Article By Glenn BurnSilver for the Phoenix New Times
The key to any band’s longevity is the ability to maintain a core sound while changing to lure new generations of fans. The Rolling Stones are the quintessential example, having survived 50 years on gritty rock ‘n’ roll licks that receive fresh infusions of timely sound forms (from country to disco) to keep the band in popular focus.
Other long-running bands find the challenge of remaining vital enough to avoid the county fair circuit a bit more daunting. After changing a few members over the years or taking a long hiatus, the task can seem insurmountable. Styx is one band that has managed to stay relevant despite those obstacles — by updating its sound on new albums but also by reworking and re-recording the classic hits that made the band one of the biggest acts of the ’70s and ’80s.
“I had been in the band for 12 years at that point, and there was a new generation of Styx fans who had only seen this band,” Gowan says during a phone interview from Memphis. “At least 50 percent of the audience is under 30 years of age and weren’t around when these classic albums were first recorded.”
It was a bold move, but the Regeneration Vol. 1 EP proved successful. Classic songs such as “The Grand Illusion,” “Fooling Yourself (The Angry Young Man),” “Lorelei,” “Come Sail Away,” and others featured a more aggressive stance, with different solos and new hard-hitting arrangements. Older fans enjoyed the Styx of old flexing its muscles, while younger fans could compare “their” Styx to their parents’ version.
“To give [fans] the context of what the band has become and evolved into, and to venerate the past, we thought we better give them studio versions of a good number of these songs,” Gowan says. “We did it to see how the songs hold up against the past, but also how the band’s evolved . . . The line of distinction is blurred between the entire history of the band — the original band and what we’re doing now.”
It already was a risky move bringing Gowan onboard in 1999. Infighting was again destroying the band, which had quit briefly in the mid-1980s, and though Gowan was a multi-platinum-selling, award-winning musician, he also was slotted to replace Styx’s iconic voice. Gowan wisely decided against emulating DeYoung, instead putting his own signature touches on DeYoung’s familiar vocal and keyboard sections.
“I have to stipulate it was never put in terms of me replacing anyone in the band,” Gowan says. “They found themselves as a four-piece and needed someone to join the band. They made what I think was a very wise decision not to seek a replacement that was a sound-alike person just to extend the life of the band.
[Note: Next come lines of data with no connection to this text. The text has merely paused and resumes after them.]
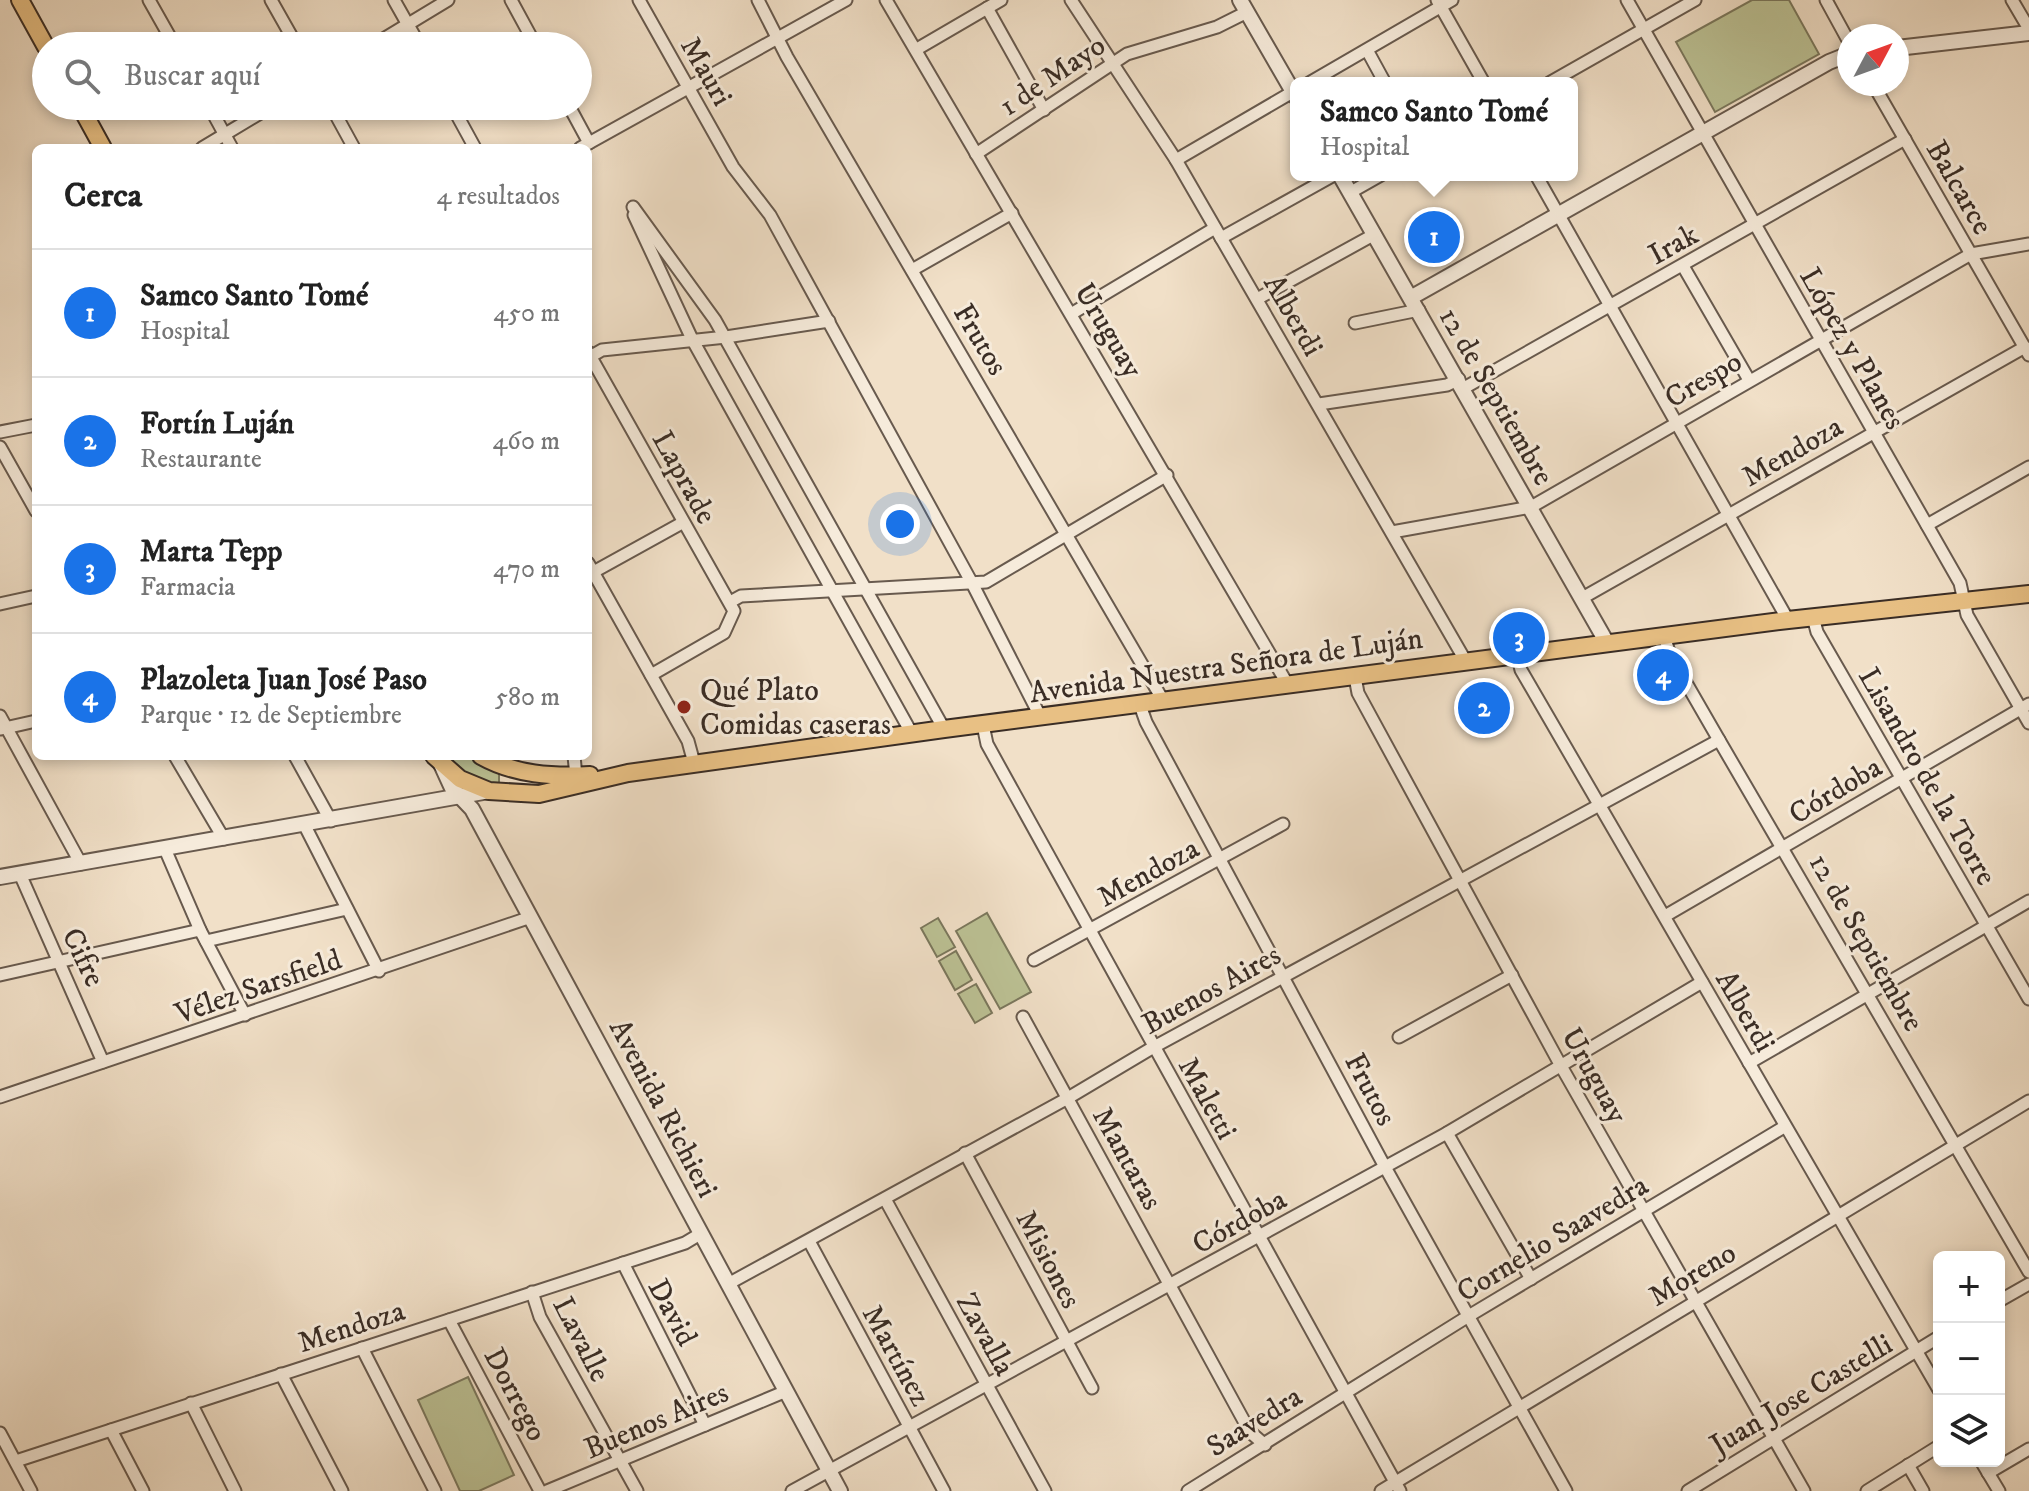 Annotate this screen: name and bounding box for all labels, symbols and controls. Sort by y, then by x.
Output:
north arrow [1837,24,1909,96]
street label: 1 de Mayo [993,27,1113,125]
street label: Mauri [671,31,740,113]
search box [32,32,592,120]
icon: search [60,54,104,98]
text: Buscar aquí [124,58,261,95]
popup [1290,77,1578,181]
text: Samco Santo Tomé [1320,94,1548,131]
text: Hospital [1320,131,1409,164]
street label: Balcarce [1917,134,2000,241]
text: Cerca [64,175,142,217]
text: 4 resultados [436,180,560,213]
pin: 1 [1408,207,1460,267]
street label: Irak [1642,217,1705,274]
street label: López y Planes [1790,261,1913,436]
street label: Alberdi [1255,268,1331,363]
street label: Uruguay [1065,277,1151,385]
text: Samco Santo Tomé [140,278,368,315]
text: 1 [85,297,95,330]
text: 450 m [493,297,560,330]
street label: Frutos [944,297,1015,382]
street label: 12 de Septiembre [1430,301,1561,492]
text: Hospital [140,315,230,348]
street label: Crespo [1659,344,1749,417]
text: Fortín Luján [140,406,294,443]
street label: Mendoza [1736,409,1850,496]
text: 2 [84,425,96,458]
text: 460 m [492,425,560,458]
street label: Laprade [643,425,724,531]
text: Restaurante [140,443,262,476]
your location [880,504,920,544]
text: Marta Tepp [140,534,282,571]
text: 3 [85,553,95,586]
text: 470 m [493,553,560,586]
text: Farmacia [140,571,235,604]
pin: 3 [1493,608,1545,668]
street label: Avenida Nuestra Señora de Luján [1027,621,1425,712]
pin: 4 [1637,645,1689,705]
street label: Lisandro de la Torre [1849,661,2004,892]
text: Plazoleta Juan José Paso [140,662,427,699]
place label: Qué Plato Comidas caseras [700,673,891,744]
pin: 2 [1458,678,1510,738]
text: 4 [83,681,97,714]
text: 580 m [495,681,560,714]
marker: Qué Plato Comidas caseras [675,698,693,716]
text: Parque · 12 de Septiembre [140,699,402,732]
street label: Córdoba [1783,749,1889,833]
street label: Mendoza [1092,830,1206,916]
street label: 12 de Septiembre [1800,847,1931,1038]
street label: Cifre [53,922,113,993]
street label: Buenos Aires [1136,937,1288,1044]
street label: Vélez Sarsfield [169,942,347,1033]
street label: Alberdi [1707,964,1783,1059]
street label: Avenida Richieri [600,1013,725,1204]
street label: Uruguay [1552,1021,1635,1131]
street label: Frutos [1335,1047,1404,1132]
street label: Maletti [1169,1051,1244,1146]
street label: Mantaras [1083,1101,1170,1217]
street label: Cornelio Saavedra [1450,1167,1655,1311]
street label: Córdoba [1186,1181,1293,1263]
street label: Misiones [1007,1204,1089,1315]
street label: Moreno [1642,1235,1743,1316]
map controls [1933,1251,2005,1467]
button: + [1933,1251,2005,1323]
street label: David [639,1273,705,1353]
street label: Zavalla [947,1287,1022,1383]
street label: Lavalle [544,1291,618,1388]
street label: Mendoza [293,1293,410,1362]
street label: Martínez [853,1299,938,1413]
button: − [1933,1323,2005,1395]
street label: Juan Jose Castelli [1701,1326,1900,1466]
street label: Dorrego [475,1342,555,1448]
street label: Buenos Aires [579,1374,734,1468]
street label: Saavedra [1200,1378,1310,1466]
button: layers [1933,1395,2005,1467]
I don’t sound like Dennis; I don’t play the keyboards like Dennis.
“I understand [fans] were used to seeing another person up front in this band for a couple of decades, and now there’s this other person,” he says. “I understand that, but now there are still thousands of people on their feet cheering at the end of every night.”
In the case of Styx, the willingness to move forward, albeit in a slightly different direction, has paid off as the original progressive spirit of the band has survived intact.
“I look at it that Styx is now the culmination of everyone who’s ever been in the band,” Gowan says. “That shows you just how strong Styx is.”